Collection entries
###
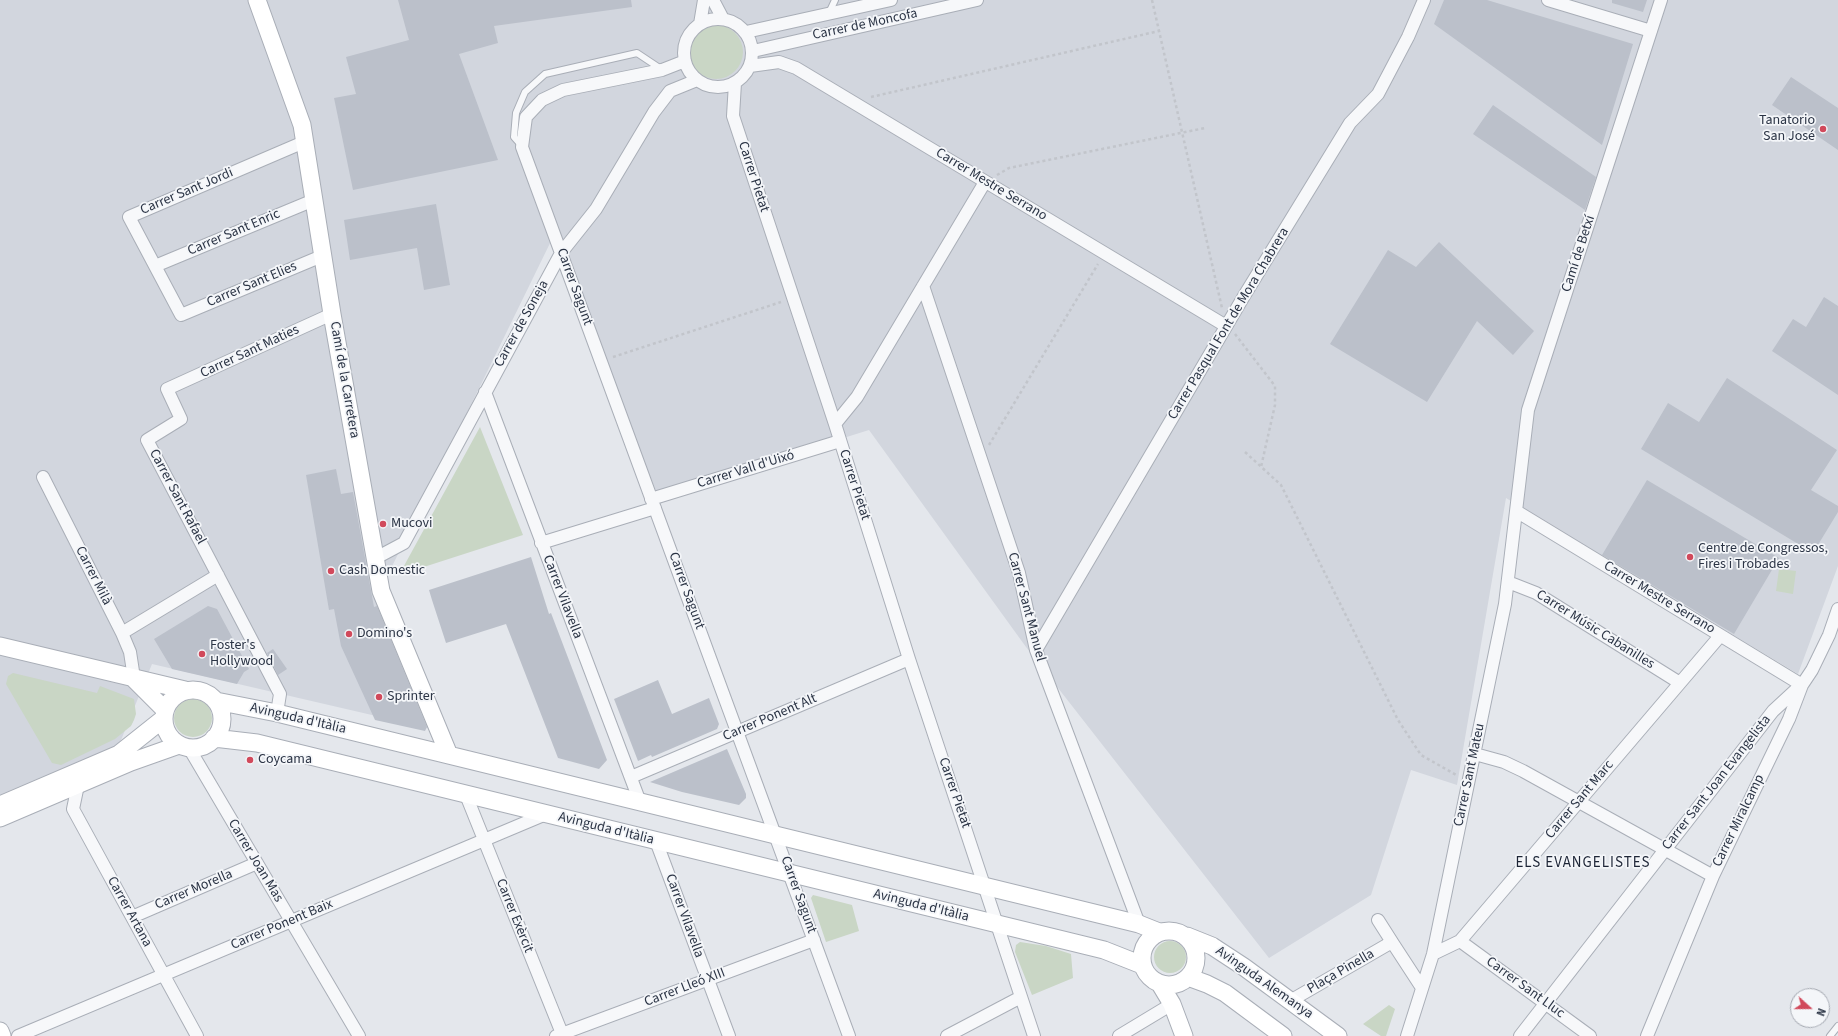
<!DOCTYPE html>
<meta charset="utf-8">
<style>
body{margin:0}
#map{position:relative;width:1838px;height:1036px;overflow:hidden;background:#e4e7ec;font-family:"Source Sans 3",sans-serif}
canvas{display:block}
.north{position:absolute;left:1790px;top:988px;width:40px;height:40px;box-sizing:border-box;background:#f4f6f9;border:1px solid #a4a8b1;border-radius:50%;rotate:111deg;font-size:11px;font-weight:700;line-height:16px;text-align:center;color:#2b3445}
.north::after{content:'';display:block;margin:auto;width:14px;height:18px;background:#d1495b;clip-path:polygon(50% 0,100% 100%,50% 72%,0 100%)}
</style>
<div id="map">
<canvas width="1838" height="1036"></canvas>
<div class="north">N</div>
</div>
<script>
const ctx = document.querySelector('canvas').getContext('2d');
ctx.lineJoin = 'round';
function fillPath(path, color) { ctx.fillStyle = color; ctx.fill(path, 'evenodd'); }
const poly = rows => new Path2D(rows.map(r => 'M' + r).join(''));
function trace(path, color, width, dash) { ctx.strokeStyle = color; ctx.lineWidth = width; ctx.lineCap = dash ? 'butt' : 'round'; ctx.setLineDash(dash || []); ctx.stroke(path); }
function label(font, color, halo, rows, align = 'center') {
  ctx.font = font + ' "Source Sans 3",sans-serif'; ctx.lineWidth = 3.5; ctx.setLineDash([]); ctx.textBaseline = 'middle'; ctx.strokeStyle = halo; ctx.fillStyle = color; for (const [text, x, y, turn = 0] of rows) {
    ctx.save(); ctx.translate(x, y); ctx.rotate((+turn || 0) * Math.PI / 180); ctx.textAlign = isNaN(turn) ? turn : align; if (halo) ctx.strokeText(text, 0, 0); ctx.fillText(text, 0, 0); ctx.restore();
  }
}
fillPath(poly([
 [0,0,1838,0,1838,566,1798,674,1506,498,1457,785,1411,770,1371,895,1269,958,1026,647,869,430,658,496,554,235,378,595,428,728,152,664,119,745,0,796]
]), '#d2d6de');
fillPath(poly([
 '689 52a27 27 0 1 1 54 0a27 27 0 1 1-54 0Z',
 [480,427,523,535,399,575],
 [1779,569,1796,571,1793,594,1776,591],
 [13,673,97,693,100,686,134,699,136,714,134,720,131,726,115,739,61,765,52,763,6,684,8,676],
 '174 718a19 19 0 1 1 38 0a19 19 0 1 1-38 0Z',
 [813,895,852,905,859,931,826,942,811,898],
 '1154 957a16 16 0 1 1 32 0a16 16 0 1 1-32 0Z',
 [1020,942,1046,946,1071,954,1073,978,1032,995,1015,952,1016,945],
 [1389,1005,1395,1009,1386,1036,1381,1036,1363,1024]
]), '#c9d6c5');
fillPath(poly([
 [398,0,631,0,632,7,494,26,498,43,459,54,498,160,353,190,334,98,356,94,346,57,409,40],
 [1444,0,1487,0,1633,44,1602,145,1434,24],
 [1612,0,1647,0,1643,12,1612,3],
 [1791,77,1838,108,1838,150,1772,105],
 [1493,105,1596,177,1585,210,1473,134],
 [436,204,450,285,424,290,417,248,350,260,344,220],
 [1439,242,1534,331,1513,355,1477,321,1427,402,1330,344,1388,250,1416,267],
 [1824,297,1838,306,1838,395,1772,351,1793,319,1806,327],
 [1727,378,1837,450,1811,490,1838,506,1838,512,1813,553,1641,449,1668,403,1699,422],
 [336,469,341,494,353,492,374,607,377,606,427,727,425,731,375,720,341,646,334,609,329,610,306,475],
 [1647,480,1779,558,1734,634,1602,555],
 [531,557,549,614,551,613,607,760,599,769,558,758,506,624,446,643,432,600,429,590],
 [208,606,217,609,249,669,244,672,237,684,172,669,154,639],
 [273,649,287,669,278,675,267,653],
 [658,680,672,714,709,698,719,724,717,729,652,757,651,755,638,761,614,699],
 [727,749,746,794,746,798,739,805,682,792,650,782]
]), '#bbc0ca');
const lane = poly([
 [829,13,835,0],
 [522,146,514,137,516,113,525,92,545,74,637,53,661,69],
 [1830,1036,1838,1026]
]);
const street = poly([
 [713,0,723,19],
 [1548,0,1651,31],
 '684 53a34 34 0 1 1 68 0a34 34 0 1 1-68 0Z',
 [700,24,704,0],
 [746,32,891,0],
 [753,51,977,0],
 [685,61,662,70,563,90,542,100,526,117,522,147,849,1036],
 [750,66,779,62,796,68,1226,326],
 [735,83,733,116,835,424,909,659,1034,1036],
 [304,142,129,217,181,315,322,256],
 [155,266,314,200],
 [923,286,1019,573,1036,650,1139,924],
 [485,392,640,802],
 [835,424,857,397,985,182],
 [43,477,122,633,130,652,134,678],
 [651,499,840,441],
 [1516,511,1802,685],
 [541,543,655,508],
 [374,559,404,543,561,253,596,209,654,112,670,91,697,80],
 [1508,582,1536,593,1680,683],
 [122,633,218,575],
 [1036,650,1244,296,1350,123,1378,94,1408,37,1424,0],
 [277,713,280,694,147,440,181,419,167,389,332,314],
 [189,748,359,1036],
 [1475,754,1504,762,1523,771,1713,876],
 [631,777,909,659],
 [78,785,73,809,197,1036],
 [466,795,563,1036],
 [656,841,729,1036],
 [132,917,257,863],
 [1378,920,1392,942],
 [1460,941,1590,1036],
 [1433,954,1460,941,1720,636],
 [1290,1001,1392,942,1422,988],
 [18,1036,546,814],
 [556,1036,814,940],
 [947,1036,1021,997],
 [1119,1036,1172,1004],
 [1407,1036,1433,954,1505,604,1528,410,1661,0],
 [1520,1036,1773,711,1799,687],
 [1647,1036,1713,876,1789,719,1802,685,1812,670,1829,635,1838,609]
]);
const secondary = poly([
 [257,0,302,125,332,314,381,591,449,755],
 [0,646,185,690],
 [134,679,165,710],
 '164 719a29 29 0 1 1 58 0a29 29 0 1 1-58 0Z',
 [216,701,277,713,1139,924,1159,932],
 [214,738,257,743,1104,950,1142,965],
 [0,805,119,754,163,719],
 [0,818,131,762,179,745],
 '1142 958a27 27 0 1 1 54 0a27 27 0 1 1-54 0Z',
 [1187,936,1212,946,1244,967,1338,1036],
 [1188,977,1207,984,1225,993,1283,1036],
 [1160,984,1172,1004,1184,1036],
 [0,1031,2,1036]
]);
trace(lane, '#a9aeb7', 8);
trace(street, '#a9aeb7', 14);
trace(secondary, '#a9aeb7', 19);
trace(poly([
 [1152,0,1222,308],
 [871,97,1159,31],
 [997,175,1009,168,1205,128],
 [1235,334,1275,386,1275,405,1261,467],
 [613,357,781,302],
 [989,445,1098,264],
 [1245,452,1281,485,1398,720,1421,755,1458,776]
]), '#c2c5cb', 2.5, [3, 3]);
trace(lane, '#f7f8fa', 6);
trace(street, '#f7f8fa', 12);
trace(secondary, '#fff', 17);
for (const [x, y, r, color] of [
 [1823,129,4,"#d1495b"],
 [383,524,4,"#d1495b"],
 [1690,557,4,"#d1495b"],
 [331,571,4,"#d1495b"],
 [349,634,4,"#d1495b"],
 [202,654,4,"#d1495b"],
 [379,697,4,"#d1495b"],
 [250,760,4,"#d1495b"]
]) { const dot = new Path2D(); dot.arc(x, y, r, 0, 2 * Math.PI); ctx.fillStyle = color; ctx.fill(dot); trace(dot, '#f4f6f9', 1.5); }
label('14px', '#2b3445', '#f4f6f9', [
 ["Carrer de Moncofa",865,25,-12],
 ["Carrer Pietat",753,177,72],
 ["Carrer Mestre Serrano",991,185,31],
 ["Carrer Sant Jordi",187,192,-23],
 ["Carrer Sant Enric",234,233,-23],
 ["Camí de Betxí",1579,254,-72],
 ["Carrer Sant Elies",252,285,-23],
 ["Carrer Sagunt",574,287,70],
 ["Carrer de Soneja",522,324,-61],
 ["Carrer Pasqual Font de Mora Chabrera",1229,324,-59],
 ["Carrer Sant Maties",250,352,-25],
 ["Camí de la Carretera",344,380,80],
 ["Carrer Vall d'Uixó",746,470,-17],
 ["Carrer Pietat",854,485,72],
 ["Carrer Sant Rafael",177,497,62],
 ["Carrer Milà",93,576,63],
 ["Carrer Sagunt",686,591,70],
 ["Carrer Vilavella",562,597,69],
 ["Carrer Mestre Serrano",1659,598,31],
 ["Carrer Sant Manuel",1026,607,75],
 ["Carrer Músic Cabanilles",1595,630,32],
 ["Carrer Ponent Alt",770,718,-23],
 ["Avinguda d'Itàlia",298,719,13],
 ["Carrer Sant Mateu",1470,775,-78],
 ["Carrer Sant Joan Evangelista",1717,783,-52],
 ["Carrer Pietat",954,793,71],
 ["Carrer Sant Marc",1580,800,-50],
 ["Carrer Miralcamp",1739,821,-64],
 ["Avinguda d'Itàlia",606,829,14],
 ["Carrer Joan Mas",255,861,59],
 ["Carrer Morella",194,890,-23],
 ["Carrer Sagunt",798,895,70],
 ["Avinguda d'Itàlia",921,906,14],
 ["Carrer Artana",129,912,61],
 ["Carrer Exèrcit",514,916,68],
 ["Carrer Vilavella",684,916,70],
 ["Carrer Ponent Baix",282,925,-23],
 ["Plaça Pinella",1341,972,-30],
 ["Avinguda Alemanya",1264,983,35],
 ["Carrer Lleó XIII",685,988,-21],
 ["Carrer Sant Lluc",1525,988,36]
]);
label('14px', '#2b3445', '#f4f6f9', [
 ["Tanatorio",1815,121,"right"],
 ["San José",1815,137,"right"],
 ["Mucovi",391,524],
 ["Centre de Congressos,",1698,549],
 ["Fires i Trobades",1698,565],
 ["Cash Domestic",339,571],
 ["Domino's",357,634],
 ["Foster's",210,646],
 ["Hollywood",210,662],
 ["Sprinter",387,697],
 ["Coycama",258,760]
], 'left');
ctx.letterSpacing = '1px';
label('15px', '#1d2536', '#f4f6f9', [
 ["ELS EVANGELISTES",1583,864]
]);
ctx.letterSpacing = '0px';
</script>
###
Work instructions: In the data above, copy every line where the string "rotate" appears.

Finished exercise:
.north{position:absolute;left:1790px;top:988px;width:40px;height:40px;box-sizing:border-box;background:#f4f6f9;border:1px solid #a4a8b1;border-radius:50%;rotate:111deg;font-size:11px;font-weight:700;line-height:16px;text-align:center;color:#2b3445}
    ctx.save(); ctx.translate(x, y); ctx.rotate((+turn || 0) * Math.PI / 180); ctx.textAlign = isNaN(turn) ? turn : align; if (halo) ctx.strokeText(text, 0, 0); ctx.fillText(text, 0, 0); ctx.restore();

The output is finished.